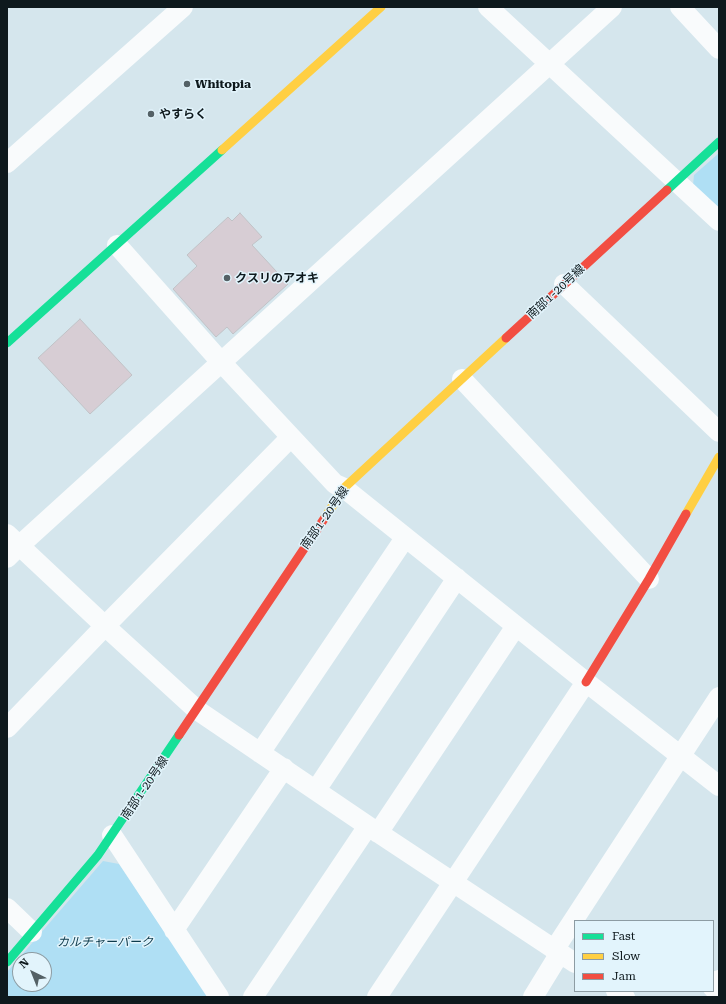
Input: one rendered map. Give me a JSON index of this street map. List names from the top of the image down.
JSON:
{
  "streets": {
    "street": ["南部1-20号線"]
  },
  "parks": ["カルチャーパーク"],
  "places": ["Whitopia", "やすらく", "クスリのアオキ"],
  "legend": ["Fast", "Slow", "Jam"],
  "north": "top left"
}
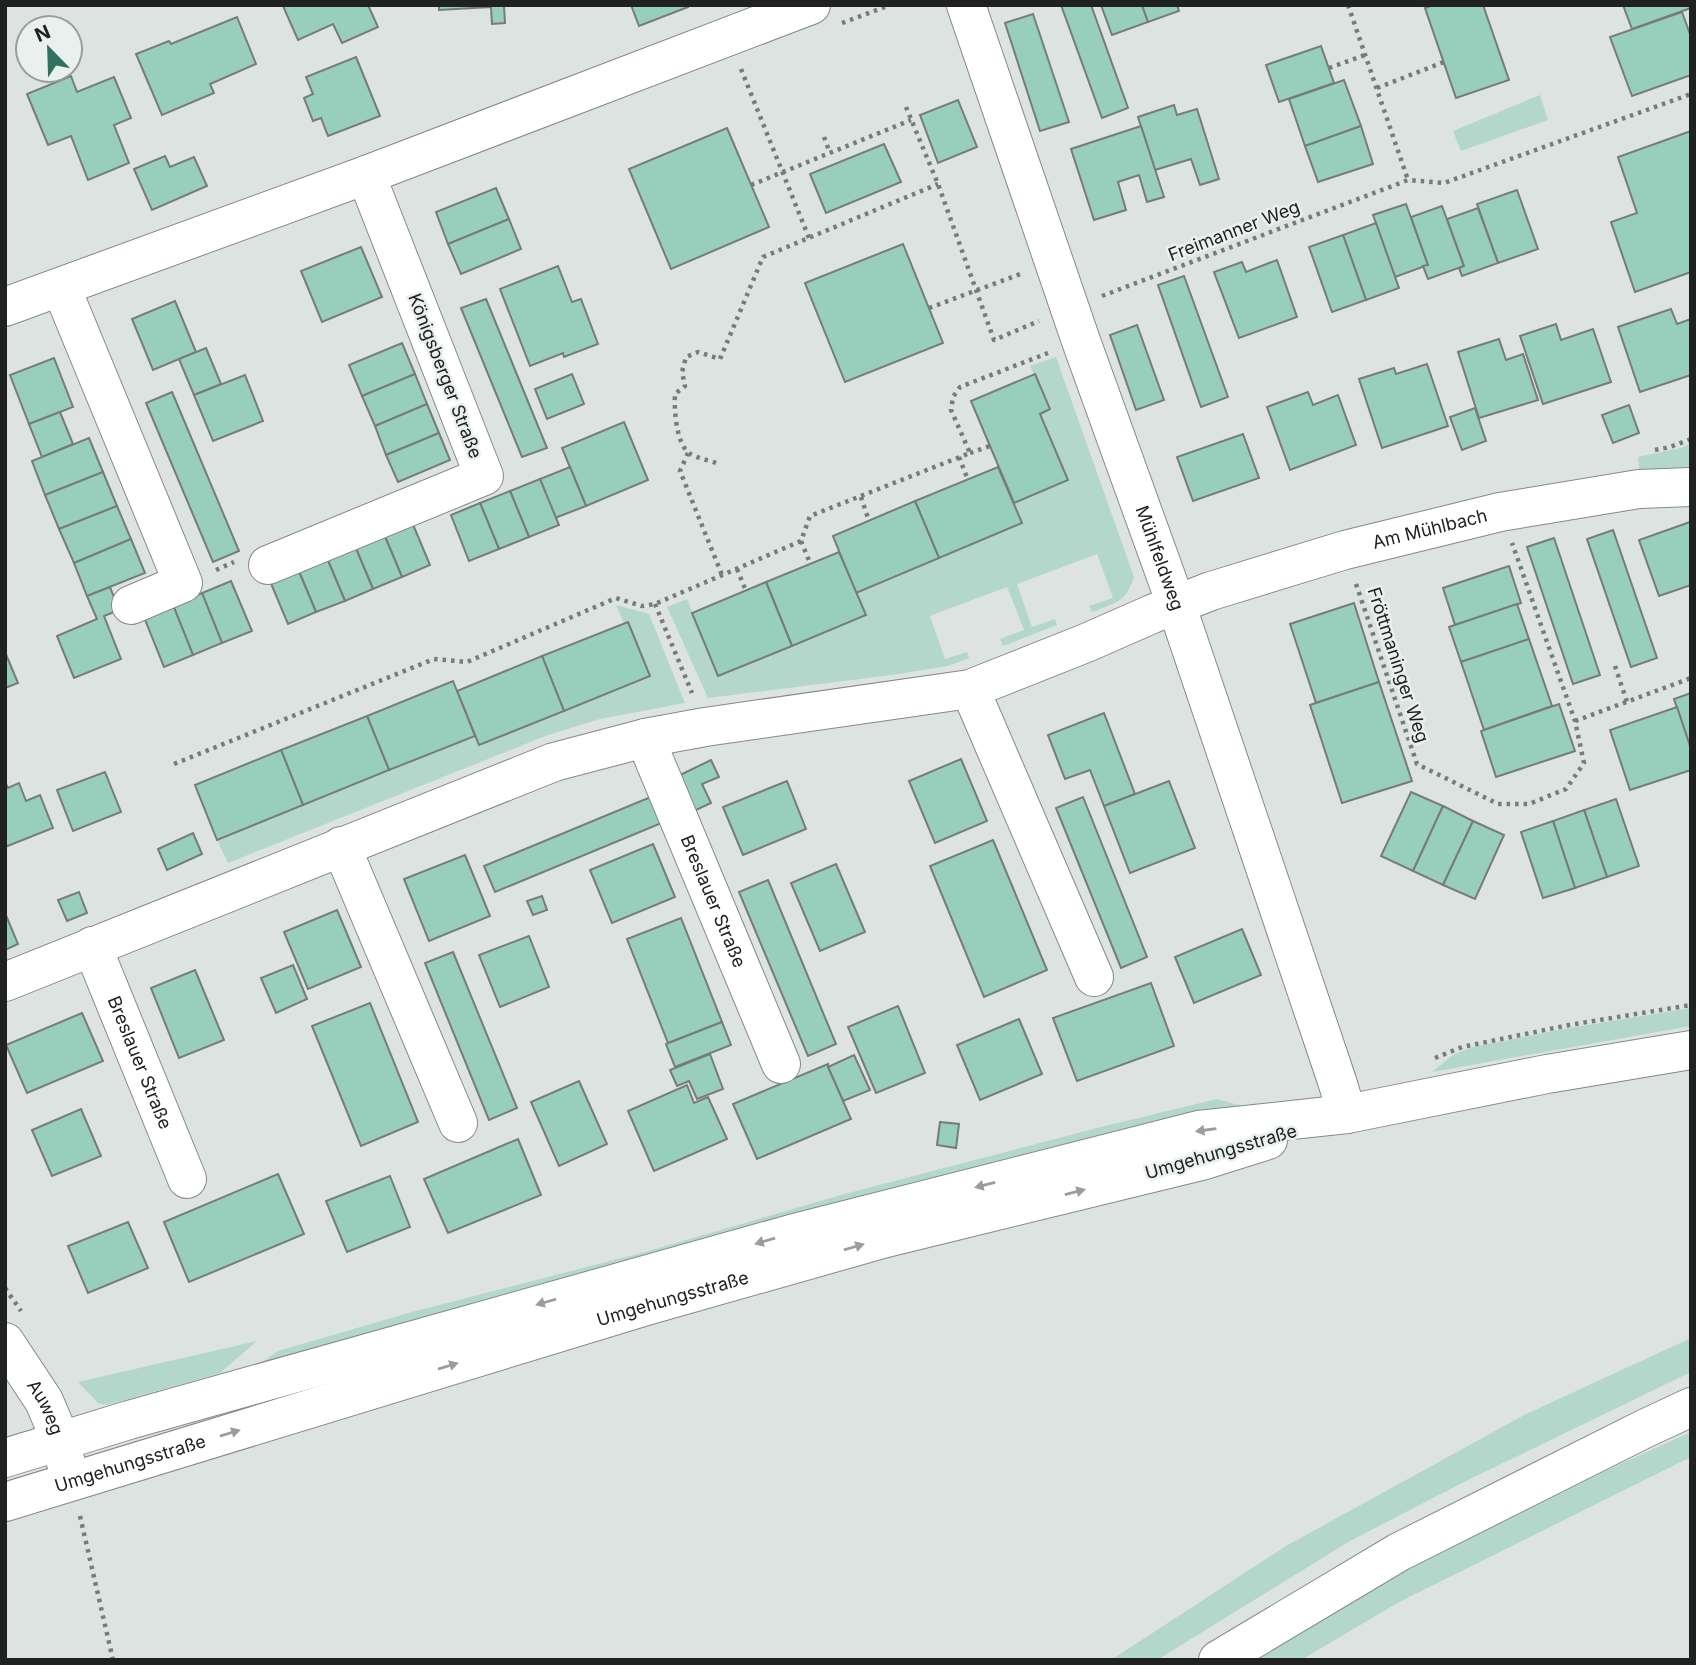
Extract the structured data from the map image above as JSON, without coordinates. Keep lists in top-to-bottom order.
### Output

_____

Every line in the entries above that mentions the word "image" must be shown.

RESULT OF THE EXERCISE:
Input: one rendered map. Give me a JSON index of this street map. List names from the top of the image down.
Extract the structured data from the map image above as JSON, without coordinates. Keep lists in top-to-bottom order.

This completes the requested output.